What is the tort of negligence? When can I sue someone for negligent behaviour in Singapore?

One party may rely on the law of negligence as a cause of action and take legal action against another party if he has been victimised by the latter’s negligent behaviour. This is especially helpful if no contractual relationship exists between the perpetrator and the victim so that the victim cannot rely on contractual remedies to recover recompense.

The tort of negligence is a frequent tool relied upon to right a wrong. Negligent behaviour manifests in a great variety of circumstances, ranging from traffic transgressions and medical malpractice to property damage and unneighbourly misconduct.

The 2007 landmark decision in the case of Spandeck Engineering (S) Pte Ltd v Defence Science & Technology Agency by the Singapore Court of Appeal definitively articulated the workings of the law of negligence in Singapore.

To sue for negligent behaviour, several elements must be satisfied.
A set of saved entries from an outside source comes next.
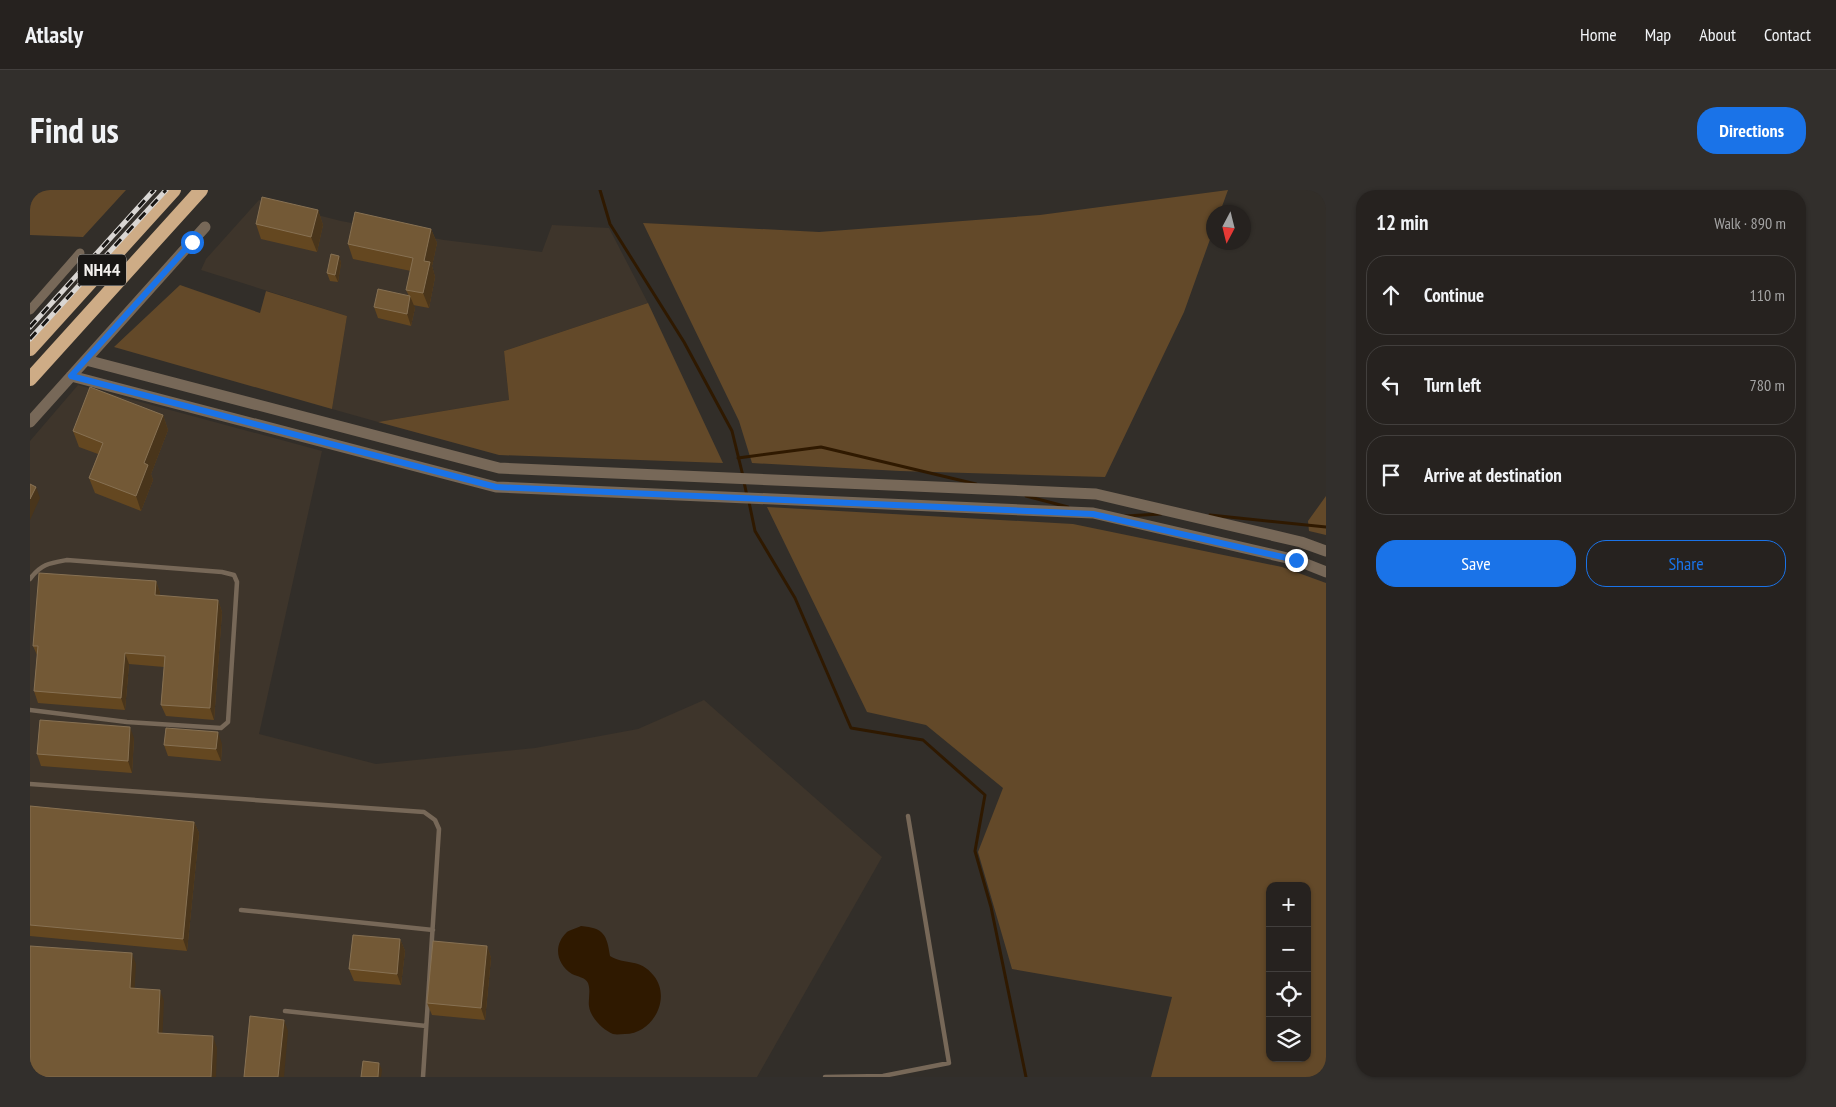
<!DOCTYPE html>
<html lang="en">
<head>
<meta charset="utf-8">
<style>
  :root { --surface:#26221f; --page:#322f2c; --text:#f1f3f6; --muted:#a4a4a4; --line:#423f3d; --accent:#1a73e8 }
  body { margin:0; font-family:"PT Sans Narrow",sans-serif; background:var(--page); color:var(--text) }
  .controls { position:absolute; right:15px; bottom:15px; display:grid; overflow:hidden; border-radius:10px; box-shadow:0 1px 4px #0004 }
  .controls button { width:45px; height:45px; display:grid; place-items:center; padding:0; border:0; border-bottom:1px solid var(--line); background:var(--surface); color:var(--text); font:25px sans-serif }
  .compass { position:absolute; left:1176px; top:15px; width:45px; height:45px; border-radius:50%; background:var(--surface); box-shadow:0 1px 4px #0004; rotate:187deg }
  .stop { position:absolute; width:15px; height:15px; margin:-11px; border:4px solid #1a73e8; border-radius:50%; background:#fff }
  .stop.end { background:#1a73e8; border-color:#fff; box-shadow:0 1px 5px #0008 }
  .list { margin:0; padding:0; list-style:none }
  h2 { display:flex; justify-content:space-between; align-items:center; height:65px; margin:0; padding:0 20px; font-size:21px }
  h2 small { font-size:16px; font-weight:400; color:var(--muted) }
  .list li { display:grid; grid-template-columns:32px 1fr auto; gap:15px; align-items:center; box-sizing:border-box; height:80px; margin:0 10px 10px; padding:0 10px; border:1px solid var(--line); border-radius:20px }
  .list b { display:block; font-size:19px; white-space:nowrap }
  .list em { font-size:16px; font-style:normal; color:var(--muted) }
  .actions { display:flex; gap:10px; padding:15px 20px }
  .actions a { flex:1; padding:11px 0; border:1px solid var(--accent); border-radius:20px; text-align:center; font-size:18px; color:var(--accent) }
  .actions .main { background:var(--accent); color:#fff }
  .icon { flex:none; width:28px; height:28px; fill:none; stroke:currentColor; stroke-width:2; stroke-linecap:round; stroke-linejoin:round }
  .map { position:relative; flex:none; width:1296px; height:887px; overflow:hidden; border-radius:20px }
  header { display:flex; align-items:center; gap:30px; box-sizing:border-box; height:70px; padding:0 25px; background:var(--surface); border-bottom:1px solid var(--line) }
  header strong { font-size:24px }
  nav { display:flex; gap:28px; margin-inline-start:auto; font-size:18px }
  .intro { display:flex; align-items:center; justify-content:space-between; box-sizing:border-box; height:120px; padding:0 30px }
  h1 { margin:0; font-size:35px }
  .button { padding:12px 22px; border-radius:20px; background:var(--accent); color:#fff; font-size:18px; font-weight:700 }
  main { display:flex; gap:30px; padding:0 30px }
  aside { flex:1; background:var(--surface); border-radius:20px; box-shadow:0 1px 4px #0004 }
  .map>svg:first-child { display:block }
  .built { fill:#3e352b }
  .green { fill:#634929; fill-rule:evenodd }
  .water { fill:#2f1900 }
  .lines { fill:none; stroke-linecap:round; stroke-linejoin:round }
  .stream { stroke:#2f1900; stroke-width:3 }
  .service { stroke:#776858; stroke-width:4.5 }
  .minor { stroke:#776858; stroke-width:9 }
  .tertiary { stroke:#776858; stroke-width:11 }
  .trunk { stroke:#ceac86; stroke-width:14 }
  .rail-casing { stroke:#d9d6d3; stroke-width:5 }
  .rail { stroke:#181614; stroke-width:3; stroke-dasharray:9; stroke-linecap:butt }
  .wall { fill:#644720 }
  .shaded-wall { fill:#49351b }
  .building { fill:#735936; stroke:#877153 }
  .route { stroke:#1a73e8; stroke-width:6 }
  .labels { text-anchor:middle; stroke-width:4; stroke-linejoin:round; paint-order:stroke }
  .shield { fill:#181614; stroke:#b1afac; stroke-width:1 }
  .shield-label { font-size:18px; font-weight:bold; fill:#f3f0ed }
</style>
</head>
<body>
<header>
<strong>Atlasly</strong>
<nav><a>Home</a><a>Map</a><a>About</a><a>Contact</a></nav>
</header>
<div class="intro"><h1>Find us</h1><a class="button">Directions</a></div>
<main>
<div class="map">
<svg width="1296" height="887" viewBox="0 0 1296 887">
  <rect width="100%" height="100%" fill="#322e29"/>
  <!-- built -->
  <path class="built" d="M229 10 311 31 414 50 512 62 522 35 579 38 618 113 474 161 479 210 348 232 302 219 317 126 171 80 176 69Z
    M48 195 292 261 229 544 346 574 505 558 608 539 674 510 852 667 727 887H0V251Z"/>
  <!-- green -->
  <path class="green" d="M0 0H96L53 47 0 45Z
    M1198 0 1190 22H1184L1183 41 1154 122 1075 287 870 281 722 273 709 231 613 33 789 42 1010 25Z
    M150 95 230 123 236 101 317 126 302 219 84 157Z
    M618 113 693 273 469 265 348 232 479 210 474 161Z
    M1296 306V345L1279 341 1278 331Z
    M737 317 1043 334 1252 377 1296 393V887H1121L1142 807 982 779 948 662 973 598 896 535 837 522ZM1240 696H1277V868H1240Z"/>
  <!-- water -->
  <path class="water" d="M551 736C574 738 577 745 580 766 597 776 609 767 624 786 642 809 622 844 595 844 591 844 587 845 583 844 573 840 560 827 559 816 558 809 561 801 558 793 555 787 548 787 542 784 526 774 523 755 537 742 540 740 547 738 551 736Z"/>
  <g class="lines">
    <!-- stream -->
    <path class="stream" d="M570 0 580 34 654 152 702 241 713 286
      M708 268 791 257 946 294
      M714 292 717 306
      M996 306 1038 317
      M719 312 725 341 765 408 821 538 893 550 955 605 945 661 961 717 996 887
      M1180 325 1296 337
      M1095 326 1131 324"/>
    <!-- service -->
    <path class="service" d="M0 389C11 374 20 373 37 370L192 382 204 385 207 392 198 532 191 538 97 532 0 520
      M0 594 394 622 405 630 409 639 393 887
      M211 720 403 740
      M255 821 396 836
      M795 887 853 886 919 873 878 626"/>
    <!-- minor -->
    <path class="minor" d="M0 120 50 63"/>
    <!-- tertiary -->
    <path class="tertiary" d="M56 170 469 278 1066 304 1271 352 1296 361
      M41 186 466 297 1063 323 1266 370 1296 382
      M0 232 175 37"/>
    <!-- trunk -->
    <path class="trunk" d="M0 159 144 0
      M0 189 171 0"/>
    <!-- rail casing -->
    <g class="rail-casing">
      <path id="rail" d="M0 137 124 0
        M0 149 136 0"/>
    </g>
    <!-- rail -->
    <use href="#rail" class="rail"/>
  </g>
  <!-- wall -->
  <path class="wall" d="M288 20 293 35 287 62 231 49 226 34Z
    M401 39 407 53 402 76 405 87 399 118 383 115 385 118 381 136 348 128 344 117 379 106 376 100 381 81 323 69 318 54Z
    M309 66 311 73 308 92 300 91 297 83Z
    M133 225 138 240 121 284 123 290 111 321 65 303 59 288 68 264 49 257 43 241Z
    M126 391 130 403V406L188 410 192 422 184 530 136 526 131 515 134 477 99 474 95 520 8 513 4 501 7 465 3 456Z
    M104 548 102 583 11 576 7 564Z
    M192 554 191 571 138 566 134 555Z
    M0 616 164 632 169 643 157 761 0 746Z
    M370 749 375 761 371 795 324 791 319 779Z
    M457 756 461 768 455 830 402 825 397 813Z"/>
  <!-- shaded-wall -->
  <path class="shaded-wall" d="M288 20 293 35 287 62 281 47Z
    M401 39 407 53 402 76 405 87 399 118 393 103 394 71Z
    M309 66 311 73 308 92 305 85Z
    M380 106 385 118 381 136 377 124Z
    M133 225 138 240 121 284 123 290 111 321 106 306 114 273Z
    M6 297 10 308 0 330V309Z
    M126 391 130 403 129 417 125 405Z
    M188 410 192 422 184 530 180 518Z
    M95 463 99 474 95 520 91 508Z
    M100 537 104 548 102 583 98 571Z
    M188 542 192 554 191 571 186 559Z
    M164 632 169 643 157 761 153 749Z
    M370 749 375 761 371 795 367 784Z
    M457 756 461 768 455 830 451 818Z
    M102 763 106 774 104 809 100 798Z
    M130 800 134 811 132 854 128 843Z
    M254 830 258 841 254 887H248Z
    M183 846 187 858 186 887H181Z
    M349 873 352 880 351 887H348Z"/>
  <!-- building -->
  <path class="building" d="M232 7 288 20 281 47 226 34Z
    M325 22 401 39 394 71 400 72 393 103 376 100 383 68 318 54Z
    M301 64 309 66 305 85 297 83Z
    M348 99 380 106 377 124 344 117Z
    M60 197 133 225 114 273 118 275 106 306 59 288 73 253 43 241Z
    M0 294 6 297 0 309Z
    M9 383 126 391 125 405 188 410 180 518 131 515 135 466 95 463 91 508 4 501 8 456H3Z
    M10 530 100 537 98 571 7 564Z
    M136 538 188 542 186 559 134 555Z
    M0 616 164 632 153 749 0 735Z
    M323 745 370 749 367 784 319 779Z
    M403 751 457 756 451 818 397 813Z
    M0 756 102 763 100 798 130 800 128 843 183 846 181 887H0Z
    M220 826 254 830 248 887H214Z
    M333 871 349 873 348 887H331Z"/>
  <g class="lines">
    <!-- route -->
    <path class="route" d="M162 52 41 186 466 297 1063 324 1266 370"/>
  </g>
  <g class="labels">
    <!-- shield labels -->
    <rect class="shield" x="48" y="64.5" width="48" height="31" rx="4"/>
    <g class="shield-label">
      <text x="72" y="86">NH44</text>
    </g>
  </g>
</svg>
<div class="controls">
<button>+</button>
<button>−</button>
<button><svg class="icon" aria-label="locate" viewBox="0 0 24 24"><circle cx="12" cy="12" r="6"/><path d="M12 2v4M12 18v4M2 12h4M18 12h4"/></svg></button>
<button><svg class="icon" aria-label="layers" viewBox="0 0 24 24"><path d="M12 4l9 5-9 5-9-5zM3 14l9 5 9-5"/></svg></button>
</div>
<svg class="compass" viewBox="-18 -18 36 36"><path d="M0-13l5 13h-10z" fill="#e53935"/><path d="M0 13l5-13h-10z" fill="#a4a4a4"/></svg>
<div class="stop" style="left:162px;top:52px"></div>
<div class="stop end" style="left:1266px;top:370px"></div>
</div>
<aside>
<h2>12 min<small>Walk · 890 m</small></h2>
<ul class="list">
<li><svg class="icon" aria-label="ahead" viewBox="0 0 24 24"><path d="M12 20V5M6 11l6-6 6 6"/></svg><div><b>Continue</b></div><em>110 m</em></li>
<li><svg class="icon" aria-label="left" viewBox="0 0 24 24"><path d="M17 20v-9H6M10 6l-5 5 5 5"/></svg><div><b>Turn left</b></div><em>780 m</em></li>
<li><svg class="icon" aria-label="arrive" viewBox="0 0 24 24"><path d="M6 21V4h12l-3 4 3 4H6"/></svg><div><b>Arrive at destination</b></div></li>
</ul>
<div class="actions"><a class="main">Save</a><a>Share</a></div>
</aside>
</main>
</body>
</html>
1)       The Defendant owes the Plaintiff a duty of care;

a)       The Plaintiff must prove that the damage to him was factually foreseeable by the Defendant. For example, if the Defendant threw a box of ice from the tenth floor of a HDB block, it may be factually foreseeable that the box might injure someone.
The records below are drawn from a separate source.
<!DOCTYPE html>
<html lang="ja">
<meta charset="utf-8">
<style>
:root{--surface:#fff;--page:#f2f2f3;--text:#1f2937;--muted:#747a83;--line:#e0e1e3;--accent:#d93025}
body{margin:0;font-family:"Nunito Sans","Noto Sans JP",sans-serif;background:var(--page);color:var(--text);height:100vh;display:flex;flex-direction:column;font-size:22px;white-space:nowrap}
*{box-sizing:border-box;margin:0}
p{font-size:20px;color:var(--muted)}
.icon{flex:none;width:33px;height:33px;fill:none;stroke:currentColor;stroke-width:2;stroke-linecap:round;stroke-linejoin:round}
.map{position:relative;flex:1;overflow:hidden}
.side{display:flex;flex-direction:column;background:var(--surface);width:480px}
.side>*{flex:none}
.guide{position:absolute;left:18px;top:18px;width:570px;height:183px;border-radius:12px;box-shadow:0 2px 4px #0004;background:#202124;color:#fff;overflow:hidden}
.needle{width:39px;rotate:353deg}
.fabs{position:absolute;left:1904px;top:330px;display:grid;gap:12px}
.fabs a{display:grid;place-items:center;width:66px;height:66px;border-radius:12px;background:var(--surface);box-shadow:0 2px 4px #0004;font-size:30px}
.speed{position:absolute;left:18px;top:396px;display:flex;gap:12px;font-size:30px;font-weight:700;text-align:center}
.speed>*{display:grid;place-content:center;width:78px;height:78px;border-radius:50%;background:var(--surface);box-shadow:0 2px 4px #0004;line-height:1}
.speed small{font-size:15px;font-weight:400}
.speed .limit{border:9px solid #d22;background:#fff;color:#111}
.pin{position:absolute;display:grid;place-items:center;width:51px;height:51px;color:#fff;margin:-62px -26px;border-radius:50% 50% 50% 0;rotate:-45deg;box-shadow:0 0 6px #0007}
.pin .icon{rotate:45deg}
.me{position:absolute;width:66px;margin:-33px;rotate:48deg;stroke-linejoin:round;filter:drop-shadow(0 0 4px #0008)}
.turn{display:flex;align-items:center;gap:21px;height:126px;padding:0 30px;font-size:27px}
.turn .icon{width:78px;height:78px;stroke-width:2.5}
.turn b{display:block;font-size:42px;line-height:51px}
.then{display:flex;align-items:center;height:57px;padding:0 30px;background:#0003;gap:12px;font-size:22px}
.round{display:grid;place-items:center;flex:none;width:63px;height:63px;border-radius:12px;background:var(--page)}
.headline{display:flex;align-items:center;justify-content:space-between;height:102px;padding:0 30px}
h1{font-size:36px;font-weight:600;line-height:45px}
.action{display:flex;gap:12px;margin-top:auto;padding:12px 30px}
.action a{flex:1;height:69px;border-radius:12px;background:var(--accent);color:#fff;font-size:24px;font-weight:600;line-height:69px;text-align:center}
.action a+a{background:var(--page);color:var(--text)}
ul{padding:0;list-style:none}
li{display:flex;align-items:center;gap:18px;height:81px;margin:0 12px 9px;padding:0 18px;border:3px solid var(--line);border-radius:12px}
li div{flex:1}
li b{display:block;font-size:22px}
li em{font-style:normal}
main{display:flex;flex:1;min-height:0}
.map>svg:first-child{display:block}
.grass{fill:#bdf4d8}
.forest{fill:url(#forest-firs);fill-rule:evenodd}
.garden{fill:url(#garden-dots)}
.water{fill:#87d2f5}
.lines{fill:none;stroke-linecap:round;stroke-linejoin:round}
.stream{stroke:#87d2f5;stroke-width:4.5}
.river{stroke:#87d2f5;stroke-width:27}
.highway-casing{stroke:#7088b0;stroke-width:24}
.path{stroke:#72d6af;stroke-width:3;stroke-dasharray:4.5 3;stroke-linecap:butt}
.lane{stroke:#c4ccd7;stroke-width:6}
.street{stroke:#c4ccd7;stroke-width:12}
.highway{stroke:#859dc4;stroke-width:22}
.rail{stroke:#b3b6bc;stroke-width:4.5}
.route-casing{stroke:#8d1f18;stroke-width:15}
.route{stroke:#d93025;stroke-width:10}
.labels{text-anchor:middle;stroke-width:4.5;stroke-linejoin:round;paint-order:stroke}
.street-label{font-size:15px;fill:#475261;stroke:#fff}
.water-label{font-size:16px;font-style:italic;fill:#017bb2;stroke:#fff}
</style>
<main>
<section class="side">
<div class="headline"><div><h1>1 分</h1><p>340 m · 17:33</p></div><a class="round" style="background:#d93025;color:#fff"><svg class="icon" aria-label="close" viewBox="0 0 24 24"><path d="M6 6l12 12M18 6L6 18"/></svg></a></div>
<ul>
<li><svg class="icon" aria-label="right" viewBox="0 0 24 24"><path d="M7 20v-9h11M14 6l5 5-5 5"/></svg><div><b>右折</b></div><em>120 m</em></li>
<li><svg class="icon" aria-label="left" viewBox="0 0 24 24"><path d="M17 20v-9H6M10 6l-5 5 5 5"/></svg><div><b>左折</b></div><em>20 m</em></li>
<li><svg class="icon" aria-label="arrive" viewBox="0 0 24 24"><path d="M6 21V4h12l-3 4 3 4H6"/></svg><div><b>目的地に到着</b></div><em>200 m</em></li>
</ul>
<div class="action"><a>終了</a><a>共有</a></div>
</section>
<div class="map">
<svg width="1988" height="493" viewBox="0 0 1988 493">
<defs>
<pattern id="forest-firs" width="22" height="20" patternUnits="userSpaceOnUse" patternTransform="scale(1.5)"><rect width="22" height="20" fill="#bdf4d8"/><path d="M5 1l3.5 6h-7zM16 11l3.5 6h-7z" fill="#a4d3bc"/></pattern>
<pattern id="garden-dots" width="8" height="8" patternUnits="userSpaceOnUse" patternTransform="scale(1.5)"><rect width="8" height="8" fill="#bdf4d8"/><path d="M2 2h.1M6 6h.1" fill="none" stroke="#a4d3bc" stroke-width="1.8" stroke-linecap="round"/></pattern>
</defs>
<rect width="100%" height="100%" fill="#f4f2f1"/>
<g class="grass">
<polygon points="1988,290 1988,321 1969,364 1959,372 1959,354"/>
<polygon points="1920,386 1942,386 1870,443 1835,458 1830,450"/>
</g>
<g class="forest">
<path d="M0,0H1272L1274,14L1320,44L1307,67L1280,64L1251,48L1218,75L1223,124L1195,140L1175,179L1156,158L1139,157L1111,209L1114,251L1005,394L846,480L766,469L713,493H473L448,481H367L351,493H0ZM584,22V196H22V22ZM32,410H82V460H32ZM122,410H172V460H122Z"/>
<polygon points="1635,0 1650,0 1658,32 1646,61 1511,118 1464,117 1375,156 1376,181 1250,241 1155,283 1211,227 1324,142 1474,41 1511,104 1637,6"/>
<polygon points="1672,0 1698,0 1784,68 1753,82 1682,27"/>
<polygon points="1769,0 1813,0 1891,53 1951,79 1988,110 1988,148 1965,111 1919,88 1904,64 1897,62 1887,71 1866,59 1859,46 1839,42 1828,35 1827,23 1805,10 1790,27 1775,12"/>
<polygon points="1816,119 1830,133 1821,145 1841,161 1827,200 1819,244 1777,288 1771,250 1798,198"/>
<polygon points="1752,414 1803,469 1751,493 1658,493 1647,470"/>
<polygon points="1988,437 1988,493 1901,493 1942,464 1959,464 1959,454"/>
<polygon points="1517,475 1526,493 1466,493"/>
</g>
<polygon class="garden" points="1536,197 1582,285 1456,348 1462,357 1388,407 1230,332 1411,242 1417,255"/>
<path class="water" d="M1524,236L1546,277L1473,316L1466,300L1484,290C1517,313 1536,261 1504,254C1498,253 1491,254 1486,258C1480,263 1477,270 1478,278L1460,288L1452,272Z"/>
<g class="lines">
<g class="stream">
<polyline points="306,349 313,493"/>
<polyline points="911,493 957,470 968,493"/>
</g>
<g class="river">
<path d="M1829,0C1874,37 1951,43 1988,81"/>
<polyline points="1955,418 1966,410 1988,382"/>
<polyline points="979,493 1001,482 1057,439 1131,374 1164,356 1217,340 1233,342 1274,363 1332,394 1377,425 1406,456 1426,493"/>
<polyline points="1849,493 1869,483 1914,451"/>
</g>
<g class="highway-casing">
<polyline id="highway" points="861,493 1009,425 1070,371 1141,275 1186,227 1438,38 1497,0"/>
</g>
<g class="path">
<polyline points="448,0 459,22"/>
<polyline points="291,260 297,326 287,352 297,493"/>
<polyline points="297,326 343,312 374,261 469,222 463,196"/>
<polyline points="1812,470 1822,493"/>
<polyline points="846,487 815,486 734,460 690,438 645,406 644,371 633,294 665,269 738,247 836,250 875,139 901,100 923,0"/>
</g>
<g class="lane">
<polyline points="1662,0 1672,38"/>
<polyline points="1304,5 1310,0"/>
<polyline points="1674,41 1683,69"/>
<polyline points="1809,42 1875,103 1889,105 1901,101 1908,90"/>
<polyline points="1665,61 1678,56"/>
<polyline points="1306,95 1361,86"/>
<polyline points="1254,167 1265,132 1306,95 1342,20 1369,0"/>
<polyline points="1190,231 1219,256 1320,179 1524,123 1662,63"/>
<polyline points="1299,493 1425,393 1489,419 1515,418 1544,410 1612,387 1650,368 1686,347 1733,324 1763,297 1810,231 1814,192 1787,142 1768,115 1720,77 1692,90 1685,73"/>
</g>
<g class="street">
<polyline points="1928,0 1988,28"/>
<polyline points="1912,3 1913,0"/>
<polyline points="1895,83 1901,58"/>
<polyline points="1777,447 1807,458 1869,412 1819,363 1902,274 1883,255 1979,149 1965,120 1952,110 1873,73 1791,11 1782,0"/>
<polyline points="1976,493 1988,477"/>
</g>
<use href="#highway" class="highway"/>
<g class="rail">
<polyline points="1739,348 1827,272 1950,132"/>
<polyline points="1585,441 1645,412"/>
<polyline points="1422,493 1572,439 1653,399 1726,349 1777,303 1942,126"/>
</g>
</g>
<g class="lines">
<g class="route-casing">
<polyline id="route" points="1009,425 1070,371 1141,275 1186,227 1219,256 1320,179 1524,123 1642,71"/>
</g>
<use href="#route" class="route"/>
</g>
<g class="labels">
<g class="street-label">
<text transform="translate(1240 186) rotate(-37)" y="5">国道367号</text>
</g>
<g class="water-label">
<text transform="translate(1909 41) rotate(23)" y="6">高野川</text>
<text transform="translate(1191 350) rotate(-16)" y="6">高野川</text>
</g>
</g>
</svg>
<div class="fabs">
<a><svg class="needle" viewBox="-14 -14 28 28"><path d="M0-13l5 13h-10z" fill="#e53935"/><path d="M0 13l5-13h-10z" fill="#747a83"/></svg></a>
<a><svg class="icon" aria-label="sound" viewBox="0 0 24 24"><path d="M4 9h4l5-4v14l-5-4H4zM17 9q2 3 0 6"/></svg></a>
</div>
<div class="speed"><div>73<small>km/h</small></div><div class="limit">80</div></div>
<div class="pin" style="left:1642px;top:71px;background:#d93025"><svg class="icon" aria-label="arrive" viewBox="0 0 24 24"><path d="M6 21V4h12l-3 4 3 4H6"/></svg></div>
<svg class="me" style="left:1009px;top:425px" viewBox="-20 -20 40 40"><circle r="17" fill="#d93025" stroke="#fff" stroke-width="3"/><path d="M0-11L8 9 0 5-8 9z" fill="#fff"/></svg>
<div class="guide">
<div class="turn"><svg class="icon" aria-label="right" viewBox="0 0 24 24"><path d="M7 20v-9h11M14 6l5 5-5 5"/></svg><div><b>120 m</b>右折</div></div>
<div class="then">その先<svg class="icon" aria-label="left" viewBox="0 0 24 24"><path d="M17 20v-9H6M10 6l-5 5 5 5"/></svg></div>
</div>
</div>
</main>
b)       The Plaintiff must prove that he was physically, circumstantially or causally proximate to the Defendant. For example, a man who throws a glass bottle into the sea in Australia is probably not proximate to a man who steps on and is injured by the same bottle on a Singapore beach. As the law develops proximity factors have since been extended to include control, vulnerability and knowledge.

c)       There must be no public policy considerations against finding a duty of care. For example, the court may find it unwise and too inviting to litigation, to impose a duty of care between floor cleaners who wet the floor, and patrons who slip.

d)       A duty of care may also be found if the Defendant has voluntarily assumed responsibility, or knows that the Plaintiff has placed reasonable reliance on the Defendant. For example, in most cases where a trishaw driver has implicitly promised to deliver his passenger safely to a location, he owes said passenger a duty of care.

2)       The Defendant breached this duty of care;

a)       The Plaintiff must prove that the Defendant acted below the standards of a reasonable man. For example, if a person runs over a pedestrian’s foot on a Segway, the Court will decide whether a reasonably skilled man riding the Segway with due care will be able to avoid the accident.

3)       The Defendant’s breach caused damage to the Plaintiff;

a)       The Plaintiff must prove that the damage to him would not have happened but for the Defendant’s negligent act.

4)       The Plaintiff’s loss as a result of the Defendant’s breach is not too remote;

a)       The Plaintiff must prove that the damage to him was reasonably foreseeable by the Defendant.

5)       The Defendant is unable to raise any defence to the Plaintiff’s action; and

a)       The Defendant may be able to defend himself or lower the compensation he has to pay if he can prove that the Plaintiff was contributorily negligent.

b)       The Defendant may also be able to absolve or reduce his liability where he has given notice to the Plaintiff, that he is not to be held responsible for any negligent act. This may be done verbally, or via a disclaimer on a signboard, to name a few examples. The Unfair Contract Terms Act restricts the effectiveness of these clauses. For a brief discussion of this subject, click here.

c)       He may also defend himself if he proves that the Plaintiff voluntarily accepted the risk.

6)       The Plaintiff’s loss can be proven and quantified adequately.